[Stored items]
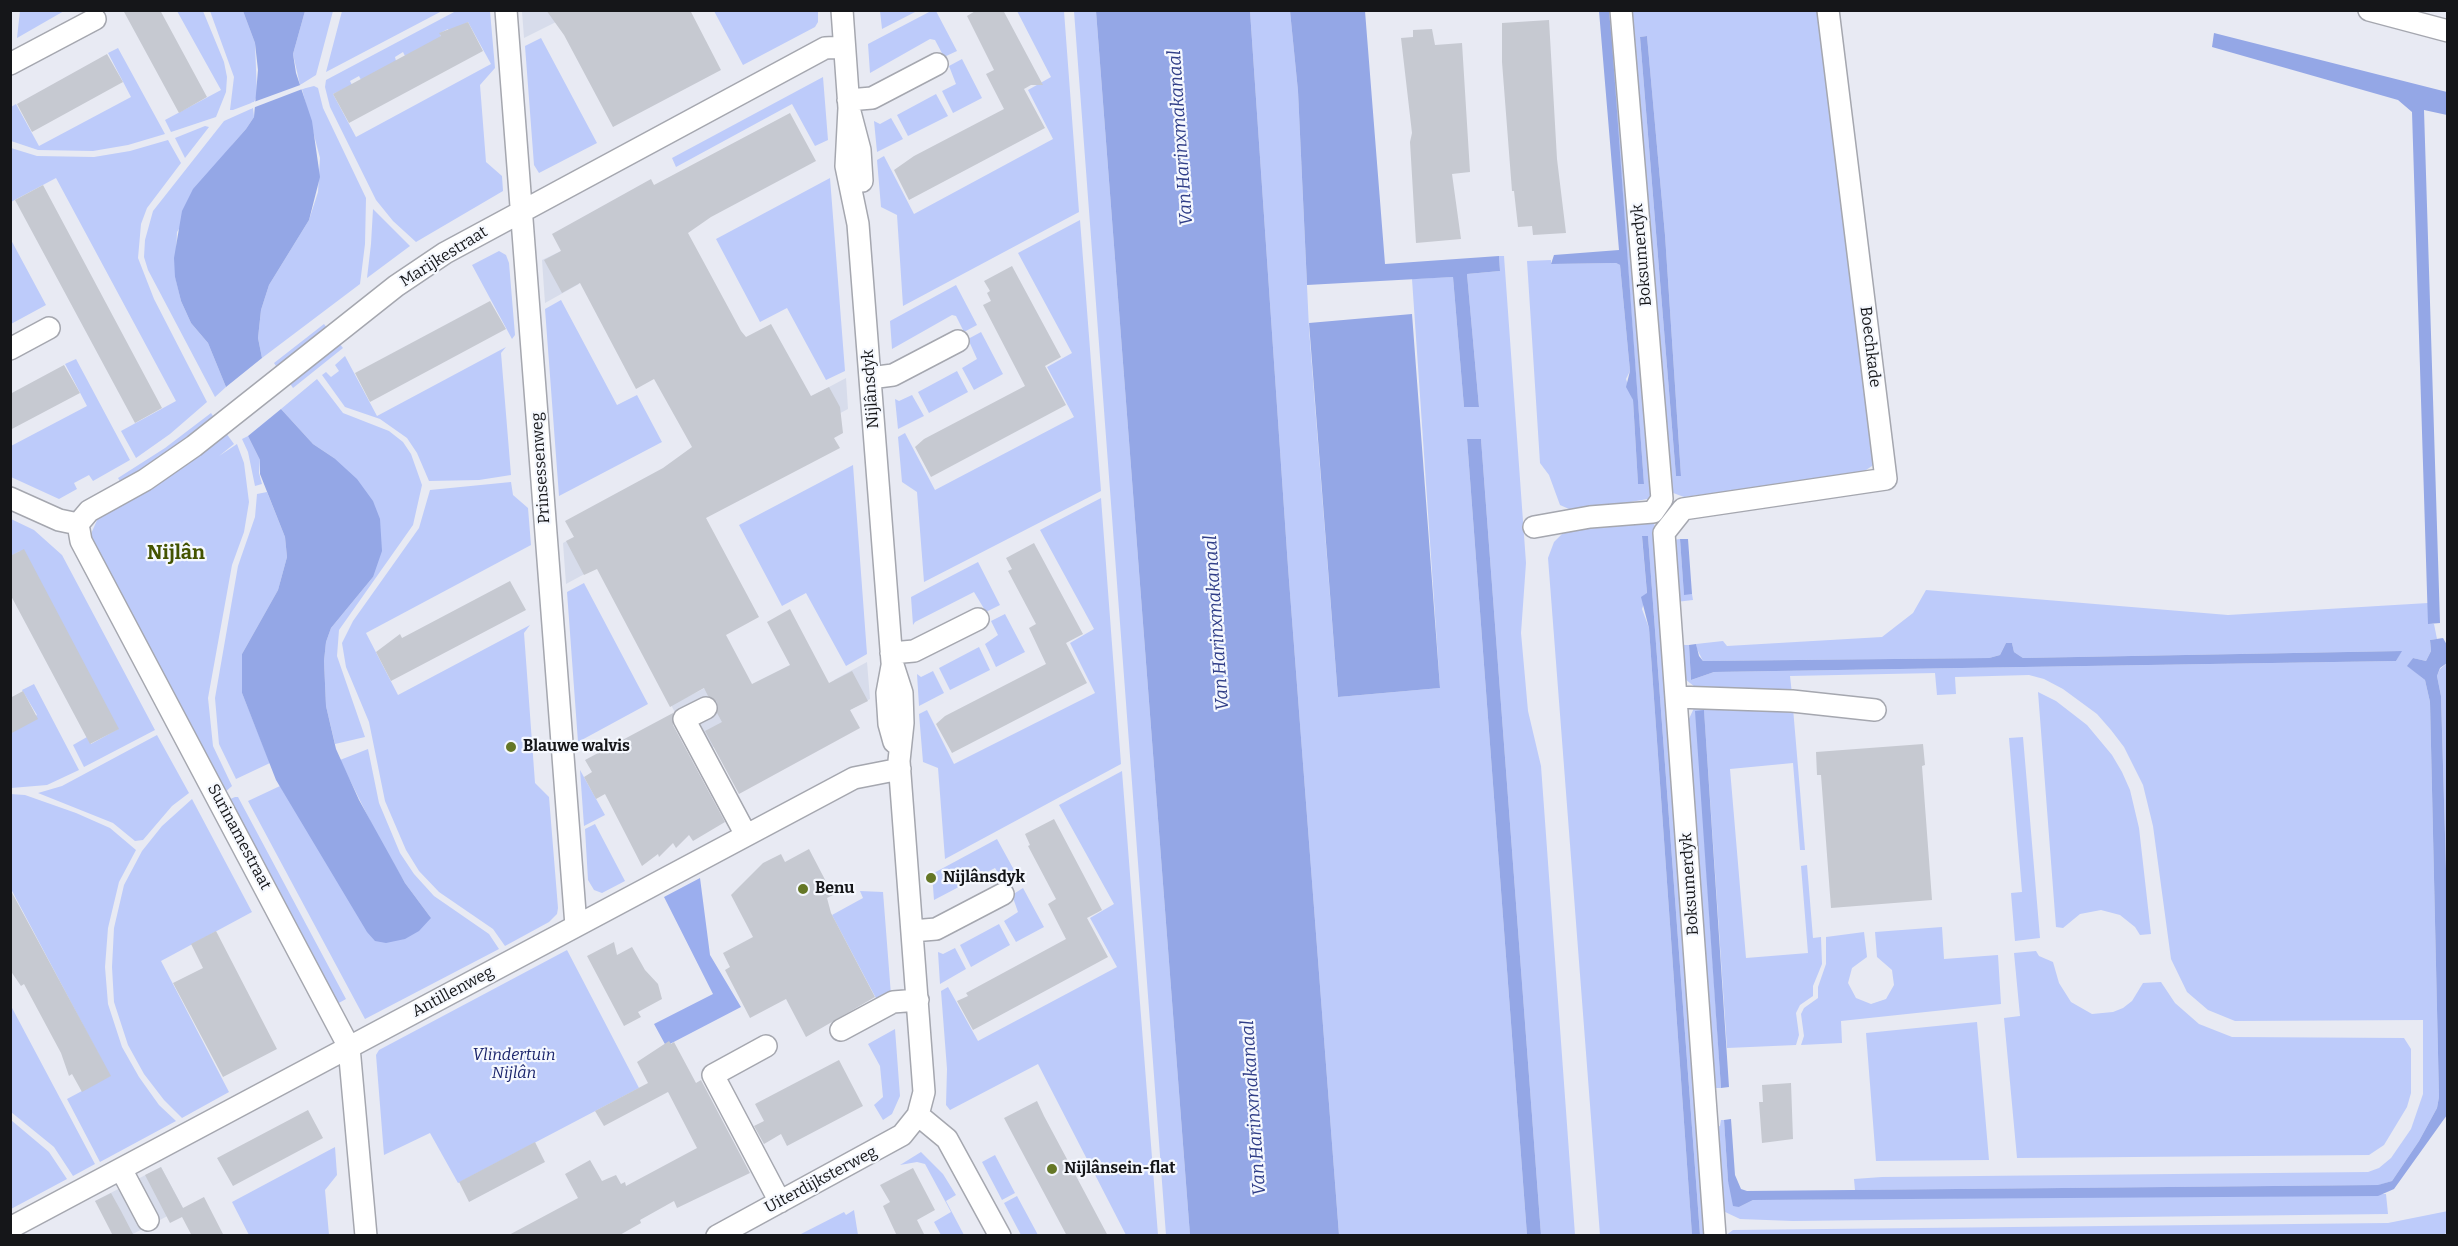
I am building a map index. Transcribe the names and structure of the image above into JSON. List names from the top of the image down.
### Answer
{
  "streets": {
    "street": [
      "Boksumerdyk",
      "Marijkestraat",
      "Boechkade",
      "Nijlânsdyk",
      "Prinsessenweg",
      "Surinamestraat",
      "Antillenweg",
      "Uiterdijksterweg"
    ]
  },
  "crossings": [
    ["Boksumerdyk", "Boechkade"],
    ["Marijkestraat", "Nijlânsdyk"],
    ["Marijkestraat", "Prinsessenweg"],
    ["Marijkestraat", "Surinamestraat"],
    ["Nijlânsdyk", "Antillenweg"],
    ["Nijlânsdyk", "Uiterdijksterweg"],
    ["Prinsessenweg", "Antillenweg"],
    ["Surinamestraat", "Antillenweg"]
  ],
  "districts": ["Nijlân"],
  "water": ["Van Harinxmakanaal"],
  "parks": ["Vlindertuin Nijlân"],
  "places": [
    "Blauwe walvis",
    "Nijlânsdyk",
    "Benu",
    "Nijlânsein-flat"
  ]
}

● **YOUR GOAL**: Set the records down again word for word; the pictures stay out.

● **RESULT BELOW**:
I am building a map index. Transcribe the names and structure of the image above into JSON. List names from the top of the image down.
### Answer
{
  "streets": {
    "street": [
      "Boksumerdyk",
      "Marijkestraat",
      "Boechkade",
      "Nijlânsdyk",
      "Prinsessenweg",
      "Surinamestraat",
      "Antillenweg",
      "Uiterdijksterweg"
    ]
  },
  "crossings": [
    ["Boksumerdyk", "Boechkade"],
    ["Marijkestraat", "Nijlânsdyk"],
    ["Marijkestraat", "Prinsessenweg"],
    ["Marijkestraat", "Surinamestraat"],
    ["Nijlânsdyk", "Antillenweg"],
    ["Nijlânsdyk", "Uiterdijksterweg"],
    ["Prinsessenweg", "Antillenweg"],
    ["Surinamestraat", "Antillenweg"]
  ],
  "districts": ["Nijlân"],
  "water": ["Van Harinxmakanaal"],
  "parks": ["Vlindertuin Nijlân"],
  "places": [
    "Blauwe walvis",
    "Nijlânsdyk",
    "Benu",
    "Nijlânsein-flat"
  ]
}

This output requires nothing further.